_Work item_. Determine the number of lines in the data that contain "fabs". Answer with that number only.

[Stored items]
________
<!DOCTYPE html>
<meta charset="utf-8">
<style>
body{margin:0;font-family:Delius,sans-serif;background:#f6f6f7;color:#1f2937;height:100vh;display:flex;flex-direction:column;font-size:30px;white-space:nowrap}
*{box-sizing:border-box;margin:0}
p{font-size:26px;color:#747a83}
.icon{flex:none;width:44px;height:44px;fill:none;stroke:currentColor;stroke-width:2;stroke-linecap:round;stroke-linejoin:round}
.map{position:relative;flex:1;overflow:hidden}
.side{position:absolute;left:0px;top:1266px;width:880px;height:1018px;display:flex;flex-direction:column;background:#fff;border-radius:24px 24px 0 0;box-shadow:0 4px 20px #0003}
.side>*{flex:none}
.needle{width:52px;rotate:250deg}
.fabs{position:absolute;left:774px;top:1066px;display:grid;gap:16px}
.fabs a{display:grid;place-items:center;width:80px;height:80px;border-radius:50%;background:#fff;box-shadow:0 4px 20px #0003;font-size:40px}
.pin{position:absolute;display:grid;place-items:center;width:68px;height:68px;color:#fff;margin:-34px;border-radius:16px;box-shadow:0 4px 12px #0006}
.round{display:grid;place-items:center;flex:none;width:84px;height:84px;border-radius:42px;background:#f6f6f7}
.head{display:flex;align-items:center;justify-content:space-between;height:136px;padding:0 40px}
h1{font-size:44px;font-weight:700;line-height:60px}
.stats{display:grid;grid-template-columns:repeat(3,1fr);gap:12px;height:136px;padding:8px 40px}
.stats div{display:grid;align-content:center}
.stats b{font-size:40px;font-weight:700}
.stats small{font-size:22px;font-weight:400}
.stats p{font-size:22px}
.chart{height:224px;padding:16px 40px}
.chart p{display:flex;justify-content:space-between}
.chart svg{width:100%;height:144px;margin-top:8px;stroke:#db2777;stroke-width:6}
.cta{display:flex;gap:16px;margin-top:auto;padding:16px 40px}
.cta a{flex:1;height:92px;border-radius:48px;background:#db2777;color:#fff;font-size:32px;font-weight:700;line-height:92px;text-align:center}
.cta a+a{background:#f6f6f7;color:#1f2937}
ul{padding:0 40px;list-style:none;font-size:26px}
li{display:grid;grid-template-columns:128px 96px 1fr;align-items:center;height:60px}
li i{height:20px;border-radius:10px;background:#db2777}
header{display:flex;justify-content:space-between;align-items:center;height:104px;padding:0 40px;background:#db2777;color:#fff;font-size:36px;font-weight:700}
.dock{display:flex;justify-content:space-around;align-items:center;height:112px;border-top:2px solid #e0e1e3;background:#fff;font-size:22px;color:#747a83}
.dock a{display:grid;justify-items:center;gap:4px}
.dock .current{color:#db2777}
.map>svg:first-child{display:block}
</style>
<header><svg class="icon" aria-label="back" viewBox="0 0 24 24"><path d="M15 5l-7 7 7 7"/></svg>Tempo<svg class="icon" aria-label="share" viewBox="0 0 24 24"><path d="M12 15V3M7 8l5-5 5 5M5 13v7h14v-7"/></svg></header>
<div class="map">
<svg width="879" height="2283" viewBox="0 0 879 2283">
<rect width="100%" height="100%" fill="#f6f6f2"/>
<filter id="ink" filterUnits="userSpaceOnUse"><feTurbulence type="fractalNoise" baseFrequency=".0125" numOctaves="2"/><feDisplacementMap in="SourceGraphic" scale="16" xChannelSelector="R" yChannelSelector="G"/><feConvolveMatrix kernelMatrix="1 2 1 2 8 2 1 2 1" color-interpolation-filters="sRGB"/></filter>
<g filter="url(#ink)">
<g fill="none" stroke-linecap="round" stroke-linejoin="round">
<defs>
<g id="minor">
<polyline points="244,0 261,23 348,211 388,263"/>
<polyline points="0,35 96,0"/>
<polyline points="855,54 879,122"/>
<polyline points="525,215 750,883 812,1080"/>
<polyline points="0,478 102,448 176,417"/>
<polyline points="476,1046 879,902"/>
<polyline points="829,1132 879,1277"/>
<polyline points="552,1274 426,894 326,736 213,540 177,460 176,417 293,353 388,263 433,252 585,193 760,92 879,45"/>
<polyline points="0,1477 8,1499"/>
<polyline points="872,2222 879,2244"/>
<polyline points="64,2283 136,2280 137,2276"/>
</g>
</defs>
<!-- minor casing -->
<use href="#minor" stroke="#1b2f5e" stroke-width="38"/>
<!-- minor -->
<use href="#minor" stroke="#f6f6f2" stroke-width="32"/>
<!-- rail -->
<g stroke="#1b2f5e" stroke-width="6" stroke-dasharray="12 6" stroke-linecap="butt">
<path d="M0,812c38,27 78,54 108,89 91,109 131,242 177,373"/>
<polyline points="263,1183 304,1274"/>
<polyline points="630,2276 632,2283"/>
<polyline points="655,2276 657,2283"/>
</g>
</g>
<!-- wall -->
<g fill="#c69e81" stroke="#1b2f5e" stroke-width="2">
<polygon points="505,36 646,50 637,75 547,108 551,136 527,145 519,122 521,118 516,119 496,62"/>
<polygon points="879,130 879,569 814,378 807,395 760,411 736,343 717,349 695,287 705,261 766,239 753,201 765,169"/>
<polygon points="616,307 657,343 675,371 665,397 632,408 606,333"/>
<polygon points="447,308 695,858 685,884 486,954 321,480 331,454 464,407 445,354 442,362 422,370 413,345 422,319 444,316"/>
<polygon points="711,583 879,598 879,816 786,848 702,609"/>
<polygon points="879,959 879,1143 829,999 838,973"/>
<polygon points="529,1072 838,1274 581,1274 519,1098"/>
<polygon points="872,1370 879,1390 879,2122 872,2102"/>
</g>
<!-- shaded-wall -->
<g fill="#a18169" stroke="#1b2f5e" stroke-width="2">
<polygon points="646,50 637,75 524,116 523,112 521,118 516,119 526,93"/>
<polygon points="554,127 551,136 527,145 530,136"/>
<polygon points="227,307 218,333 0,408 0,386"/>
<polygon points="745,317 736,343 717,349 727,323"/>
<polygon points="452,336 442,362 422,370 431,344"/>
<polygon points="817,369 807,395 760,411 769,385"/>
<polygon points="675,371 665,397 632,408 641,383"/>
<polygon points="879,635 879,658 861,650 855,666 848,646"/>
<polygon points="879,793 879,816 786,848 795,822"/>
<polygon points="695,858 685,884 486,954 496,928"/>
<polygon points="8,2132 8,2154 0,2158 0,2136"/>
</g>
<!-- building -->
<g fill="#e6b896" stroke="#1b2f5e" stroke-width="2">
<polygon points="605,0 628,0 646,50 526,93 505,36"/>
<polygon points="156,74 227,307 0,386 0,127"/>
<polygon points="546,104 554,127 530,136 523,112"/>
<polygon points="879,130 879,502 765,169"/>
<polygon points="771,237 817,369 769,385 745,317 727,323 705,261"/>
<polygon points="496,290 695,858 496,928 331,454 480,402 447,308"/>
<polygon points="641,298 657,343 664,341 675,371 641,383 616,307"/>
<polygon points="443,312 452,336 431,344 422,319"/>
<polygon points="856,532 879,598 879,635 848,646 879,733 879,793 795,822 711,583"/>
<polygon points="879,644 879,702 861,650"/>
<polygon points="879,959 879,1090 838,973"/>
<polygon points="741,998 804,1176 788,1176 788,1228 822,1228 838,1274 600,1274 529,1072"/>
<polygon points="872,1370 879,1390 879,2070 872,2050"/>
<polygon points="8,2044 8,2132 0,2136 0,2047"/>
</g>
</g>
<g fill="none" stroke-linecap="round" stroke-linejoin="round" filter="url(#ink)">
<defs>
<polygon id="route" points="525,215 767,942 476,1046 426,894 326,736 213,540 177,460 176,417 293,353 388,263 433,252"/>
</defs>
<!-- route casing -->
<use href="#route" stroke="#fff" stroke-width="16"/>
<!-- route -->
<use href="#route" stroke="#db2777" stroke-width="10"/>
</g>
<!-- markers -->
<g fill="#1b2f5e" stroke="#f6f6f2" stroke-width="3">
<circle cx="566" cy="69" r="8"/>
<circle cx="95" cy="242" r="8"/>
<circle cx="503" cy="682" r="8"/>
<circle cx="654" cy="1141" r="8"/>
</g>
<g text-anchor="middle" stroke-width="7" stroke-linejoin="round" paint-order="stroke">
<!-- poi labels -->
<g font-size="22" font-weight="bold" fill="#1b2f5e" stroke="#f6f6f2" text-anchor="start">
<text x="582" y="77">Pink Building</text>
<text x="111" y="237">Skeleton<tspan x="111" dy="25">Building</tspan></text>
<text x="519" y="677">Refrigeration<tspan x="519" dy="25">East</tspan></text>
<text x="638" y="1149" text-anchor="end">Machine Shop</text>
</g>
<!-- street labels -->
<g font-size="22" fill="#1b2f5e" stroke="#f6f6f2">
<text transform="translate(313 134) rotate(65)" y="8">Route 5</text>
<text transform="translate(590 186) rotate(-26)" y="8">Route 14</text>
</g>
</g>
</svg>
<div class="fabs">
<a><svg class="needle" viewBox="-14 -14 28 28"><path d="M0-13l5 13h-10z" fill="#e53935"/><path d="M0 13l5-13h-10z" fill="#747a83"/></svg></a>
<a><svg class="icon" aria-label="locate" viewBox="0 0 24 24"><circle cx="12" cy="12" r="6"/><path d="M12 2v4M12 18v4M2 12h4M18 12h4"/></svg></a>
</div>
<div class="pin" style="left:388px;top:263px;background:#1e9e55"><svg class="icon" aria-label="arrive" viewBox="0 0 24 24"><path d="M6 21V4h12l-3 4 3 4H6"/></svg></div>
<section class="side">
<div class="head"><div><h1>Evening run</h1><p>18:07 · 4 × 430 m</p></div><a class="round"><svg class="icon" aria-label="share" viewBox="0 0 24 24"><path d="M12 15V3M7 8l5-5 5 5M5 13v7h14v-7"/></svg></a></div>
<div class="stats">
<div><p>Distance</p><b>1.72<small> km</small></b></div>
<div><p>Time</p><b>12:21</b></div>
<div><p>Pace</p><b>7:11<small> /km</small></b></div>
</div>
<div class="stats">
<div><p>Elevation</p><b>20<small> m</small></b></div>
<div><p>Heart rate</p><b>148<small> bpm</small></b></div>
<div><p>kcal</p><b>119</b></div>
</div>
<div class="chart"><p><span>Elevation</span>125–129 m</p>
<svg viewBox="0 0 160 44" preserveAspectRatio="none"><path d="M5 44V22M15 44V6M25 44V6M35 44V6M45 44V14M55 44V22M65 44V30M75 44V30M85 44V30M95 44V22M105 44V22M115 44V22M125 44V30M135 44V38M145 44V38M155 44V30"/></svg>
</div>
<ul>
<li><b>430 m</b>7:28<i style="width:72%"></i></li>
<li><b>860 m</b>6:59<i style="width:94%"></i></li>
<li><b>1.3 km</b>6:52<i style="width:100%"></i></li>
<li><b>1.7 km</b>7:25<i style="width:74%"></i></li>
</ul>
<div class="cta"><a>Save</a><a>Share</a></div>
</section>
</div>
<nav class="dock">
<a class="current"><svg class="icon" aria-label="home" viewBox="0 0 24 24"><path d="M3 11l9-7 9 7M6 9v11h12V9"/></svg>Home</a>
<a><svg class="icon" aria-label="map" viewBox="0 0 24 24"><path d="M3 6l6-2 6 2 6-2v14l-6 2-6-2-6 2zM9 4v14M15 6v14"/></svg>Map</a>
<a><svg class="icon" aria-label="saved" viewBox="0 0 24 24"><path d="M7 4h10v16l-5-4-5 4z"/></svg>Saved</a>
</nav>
________
_Solution for this problem_. 3